Blackpoint Cyber researchers Nevan Beal and Sam Decker have uncovered Avalon, a previously undocumented modular malware framework that consolidates credential harvesting, lateral movement, remote access, recovery disruption, and ransomware deployment under a single umbrella. The framework's ransomware module is internally branded CrownX, and the entire package is distributed through a multi-stage phishing campaign engineered to slip past conventional email security controls. The chain begins with a spoofed legal notice directing victims to a password-protected archive hosted on Proton Drive, with the malicious payload tucked inside an ISO image rather than delivered as a direct attachment to minimize detection at the email gateway.

Once a recipient mounts the ISO and interacts with a document-themed Windows Shortcut ("Secure Document CA-283505.pdf.lnk"), a staged execution sequence fires. The shortcut launches an MSBuild project embedded in the ISO, which loads a .NET assembly that tampers with Event Tracing for Windows (ETW) to erode forensic visibility before retrieving the next-stage payload over HTTPS. The framework's defense evasion subsystem includes purpose-built routines to mask activity from Microsoft Defender, SentinelOne, CrowdStrike, Sophos, Elastic Endpoint, FortiEDR, ESET, McAfee, and Bitdefender, giving operators flexibility to downgrade telemetry, evade user-mode hooks, and adapt to whichever EDR stack is present on the host.

Avalon's data collection module is wide-reaching: it pulls credentials, cookies, history, and bookmarks from Chromium-based browsers and Mozilla Firefox, harvests wallet data from MetaMask, Phantom, Coinbase Wallet, Exodus, Electrum, Atomic Wallet, Ledger Live, and Bitcoin Core, and lifts tokens and credentials from Discord, Slack, Teams, OpenVPN, WireGuard, and Windows Credential Manager.

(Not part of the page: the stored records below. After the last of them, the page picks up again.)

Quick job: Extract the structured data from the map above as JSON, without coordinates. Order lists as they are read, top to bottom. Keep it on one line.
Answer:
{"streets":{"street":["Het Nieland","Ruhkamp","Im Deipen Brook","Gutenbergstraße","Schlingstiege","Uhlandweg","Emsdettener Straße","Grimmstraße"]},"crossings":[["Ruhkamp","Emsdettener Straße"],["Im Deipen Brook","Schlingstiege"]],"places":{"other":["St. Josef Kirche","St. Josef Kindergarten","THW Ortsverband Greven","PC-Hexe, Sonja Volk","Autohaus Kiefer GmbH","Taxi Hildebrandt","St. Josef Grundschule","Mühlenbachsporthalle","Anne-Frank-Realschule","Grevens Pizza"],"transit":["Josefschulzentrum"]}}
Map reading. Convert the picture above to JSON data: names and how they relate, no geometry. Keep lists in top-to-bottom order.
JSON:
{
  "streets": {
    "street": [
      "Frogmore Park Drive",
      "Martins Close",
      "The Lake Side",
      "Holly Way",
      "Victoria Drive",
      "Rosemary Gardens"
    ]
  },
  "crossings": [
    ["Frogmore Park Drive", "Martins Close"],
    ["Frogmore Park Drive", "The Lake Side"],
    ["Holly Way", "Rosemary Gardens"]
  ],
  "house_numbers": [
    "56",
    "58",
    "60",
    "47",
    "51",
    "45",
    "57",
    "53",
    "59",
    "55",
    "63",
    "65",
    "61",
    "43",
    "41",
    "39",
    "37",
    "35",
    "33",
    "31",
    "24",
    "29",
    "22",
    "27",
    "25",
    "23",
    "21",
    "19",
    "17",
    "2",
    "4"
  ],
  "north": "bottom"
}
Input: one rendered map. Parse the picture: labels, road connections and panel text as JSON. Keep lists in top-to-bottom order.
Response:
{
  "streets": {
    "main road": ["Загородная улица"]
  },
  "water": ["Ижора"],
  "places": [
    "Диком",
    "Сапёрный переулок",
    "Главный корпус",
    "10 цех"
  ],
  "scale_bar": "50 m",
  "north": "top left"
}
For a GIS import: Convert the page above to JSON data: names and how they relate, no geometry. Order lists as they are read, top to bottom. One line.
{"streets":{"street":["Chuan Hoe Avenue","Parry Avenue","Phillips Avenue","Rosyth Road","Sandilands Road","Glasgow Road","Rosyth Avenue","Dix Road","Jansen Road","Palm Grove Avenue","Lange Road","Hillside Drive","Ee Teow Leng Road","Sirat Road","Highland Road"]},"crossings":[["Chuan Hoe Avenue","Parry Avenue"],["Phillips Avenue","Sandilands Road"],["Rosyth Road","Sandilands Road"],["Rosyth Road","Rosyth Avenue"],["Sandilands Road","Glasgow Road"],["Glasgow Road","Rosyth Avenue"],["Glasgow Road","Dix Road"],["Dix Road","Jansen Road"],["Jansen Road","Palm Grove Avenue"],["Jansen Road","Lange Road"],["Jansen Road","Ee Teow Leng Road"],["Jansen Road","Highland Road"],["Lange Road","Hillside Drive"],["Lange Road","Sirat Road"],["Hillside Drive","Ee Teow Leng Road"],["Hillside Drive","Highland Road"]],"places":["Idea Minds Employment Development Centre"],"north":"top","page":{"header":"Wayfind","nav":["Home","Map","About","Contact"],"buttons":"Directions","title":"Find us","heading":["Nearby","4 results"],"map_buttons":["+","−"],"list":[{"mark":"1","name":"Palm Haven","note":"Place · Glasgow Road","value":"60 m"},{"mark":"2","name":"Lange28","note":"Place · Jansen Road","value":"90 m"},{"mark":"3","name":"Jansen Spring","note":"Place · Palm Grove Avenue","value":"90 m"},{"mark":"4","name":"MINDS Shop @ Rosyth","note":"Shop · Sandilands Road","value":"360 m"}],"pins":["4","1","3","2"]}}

It also catalogs SSH known_hosts entries, saved RDP connections, Wi-Fi profiles, and Group Policy Preferences cpassword artifacts. Exfiltrated data is shipped to a command-and-control server at helloxcherry[.]com, which doubles as a tasking channel for follow-on instructions; operators can run a WHOIS lookup on the domain to enrich their own threat intel picture. With stolen credentials in hand, attackers should assume exposed accounts and verify password strength across reused logins before the data is weaponized for lateral movement.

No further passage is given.